Blakey was the leader of the group he called the Jazz Messengers for over three decades. He found some of the greatest young talent available to play in the group, where they gained experience and exposure before leading groups of their own. Some of the greatest jazz musicians of the 60’s, 70’s and 80’s came through the ranks of the Jazz Messengers. The hard-bop style of Blakey’s groups was rooted in blues and swing and never disappointed the listener. Take the time to listen to any album by Art Blakey and the Jazz Messengers that you come across.

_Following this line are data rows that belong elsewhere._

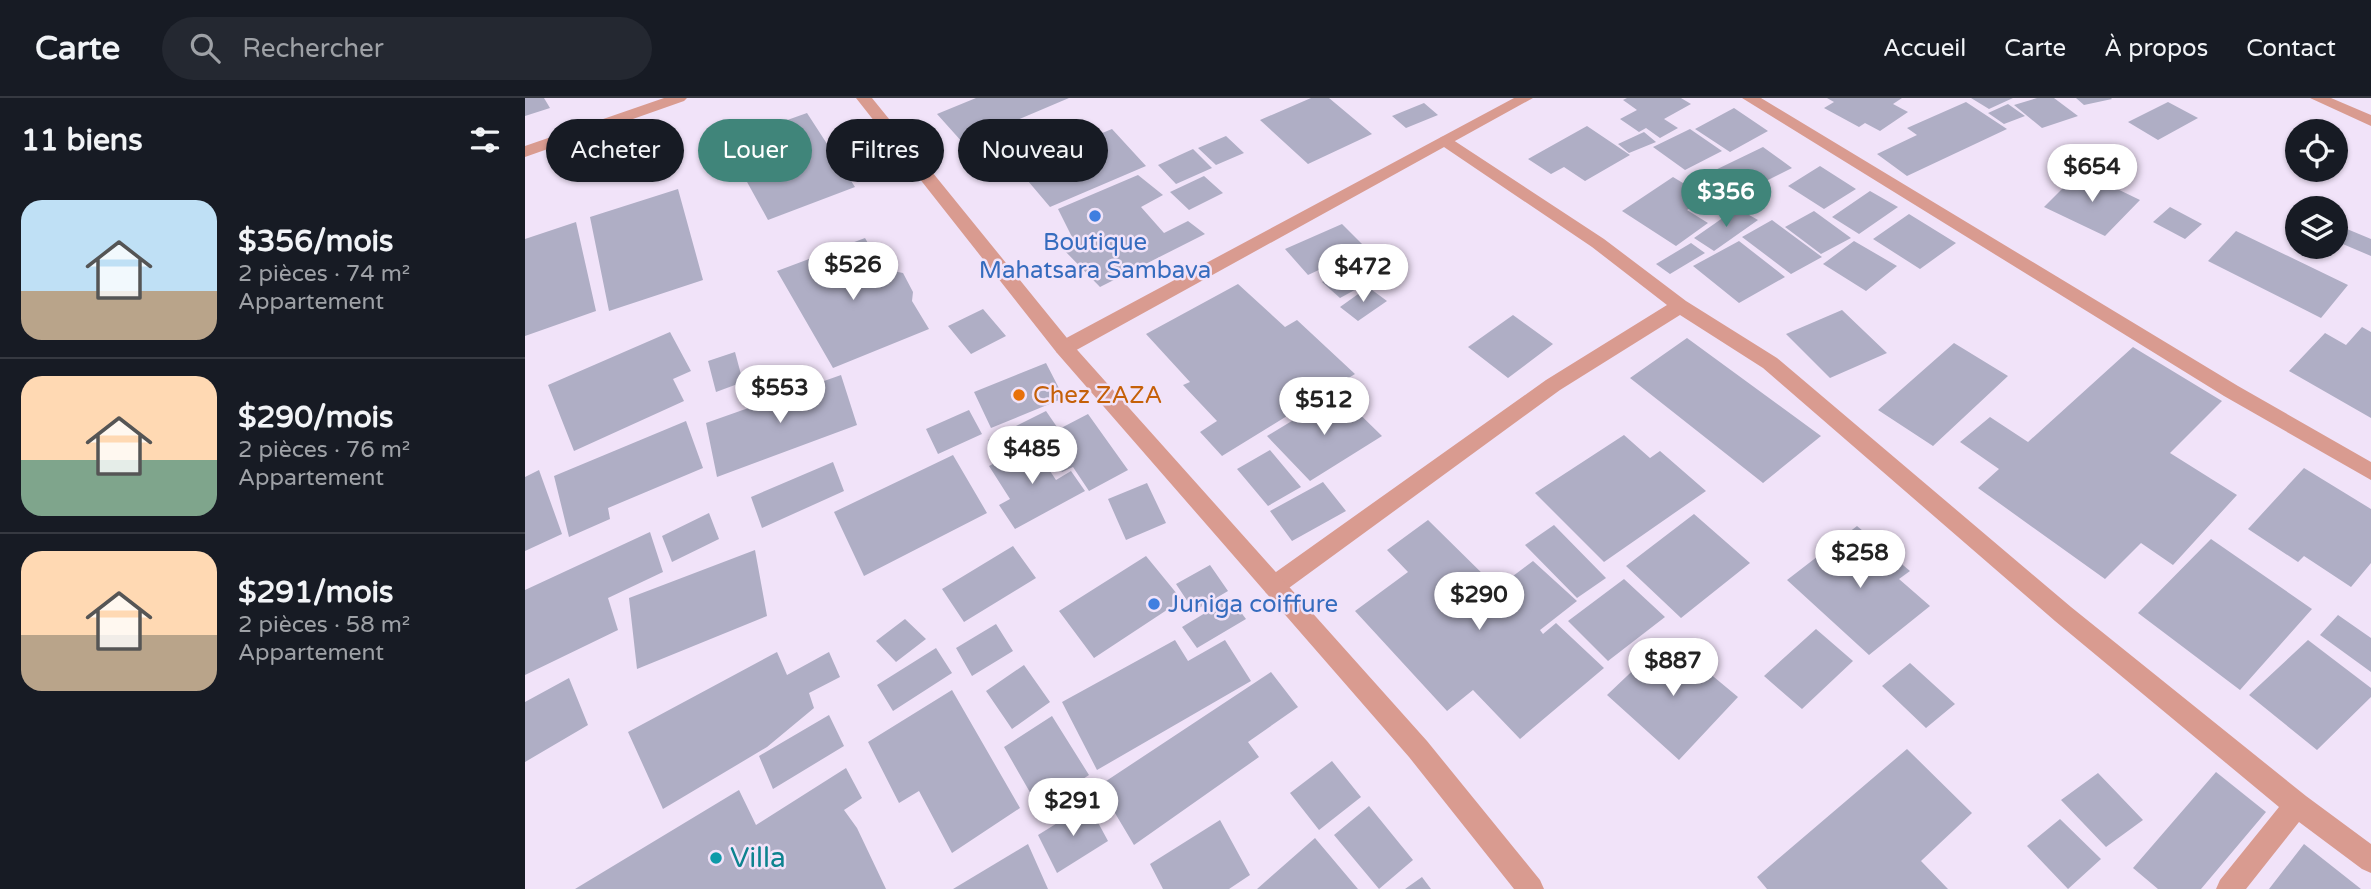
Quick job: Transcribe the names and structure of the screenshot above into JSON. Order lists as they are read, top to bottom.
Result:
{
  "places": [
    "Boutique Mahatsara Sambava",
    "Chez ZAZA",
    "Juniga coiffure",
    "Villa"
  ],
  "page": {
    "header": "Carte",
    "search": "Rechercher",
    "nav": [
      "Accueil",
      "Carte",
      "À propos",
      "Contact"
    ],
    "heading": "11 biens",
    "chip": [
      "Acheter",
      "Louer",
      "Filtres",
      "Nouveau"
    ],
    "price": [
      "$654",
      "$356",
      "$526",
      "$472",
      "$553",
      "$512",
      "$485",
      "$258",
      "$290",
      "$887",
      "$291"
    ],
    "list": [
      {
        "name": "$356/mois",
        "note": "2 pièces · 74 m² · Appartement"
      },
      {
        "name": "$290/mois",
        "note": "2 pièces · 76 m² · Appartement"
      },
      {
        "name": "$291/mois",
        "note": "2 pièces · 58 m² · Appartement"
      }
    ]
  }
}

This incarnation of the Messengers featured Freddie Hubbard on trumpet, Wayne Shorter on tenor saxophone, Curtis Fuller on trombone, and a rhythm section of Cedar Walton on piano, Reggie Workman on bass and Blakey on drums as always. As I read that list of names over, it is no surprise that there is not a bad note on the entire album. I really like the sextet group setting for small group jazz, with three horns. It allows the composer/arranger to add so much color to the harmonic voicings that can’t be done in a smaller setting. There is great writing on this album. Listen to the Wayne Shorter tune that opens the set, “One by One”
Of course, there is also great solos on every single tune on this album. Listen to “Time Off”, an up tempo tune that has smokin’ hot solos by the whole front line of the group. First up is Fuller on trombone. (For more on great jazz trombone work, see “No Bones About It!”)
I always loved the drumming of Art Blakey. I got to see him live at the University of Chicago in 1989, about a year before he died. I remember riding the el to a stop in south Chicago that was not nearly as close to the University as it looked on the map. My companions and I ran several blocks to the auditorium as to not be late, only to discover the plane delivering the band to Chicago was delayed. The concert started about 90 minutes late. It was well worth the wait. By this time in his life, Blakey was grey haired and had lost most of his hearing. His drumming had not lost a step, however, and had all the energy and force of his younger years. He was the bandleader and always had played the drums as loud as he cared to, like every group led by a percussionist. Who was going to tell him to quiet down? 🙂
My favorite quote by Art Blakey is actually from 1954, when he was talking about working with younger musicians:
“I’m gonna stay with the youngsters. When these get too old I’ll get some younger ones. Keeps the mind active”
Active he stayed, and recorded a discography that includes almost 100 albums with musicians who went on to become some of the best jazz musicians to ever play their instruments. The members of his group continually changed, but the quality of the “message” was always fantastic. I wouldn’t want to be stuck on the Desert Island without a little Art Blakey and the Jazz Messengers!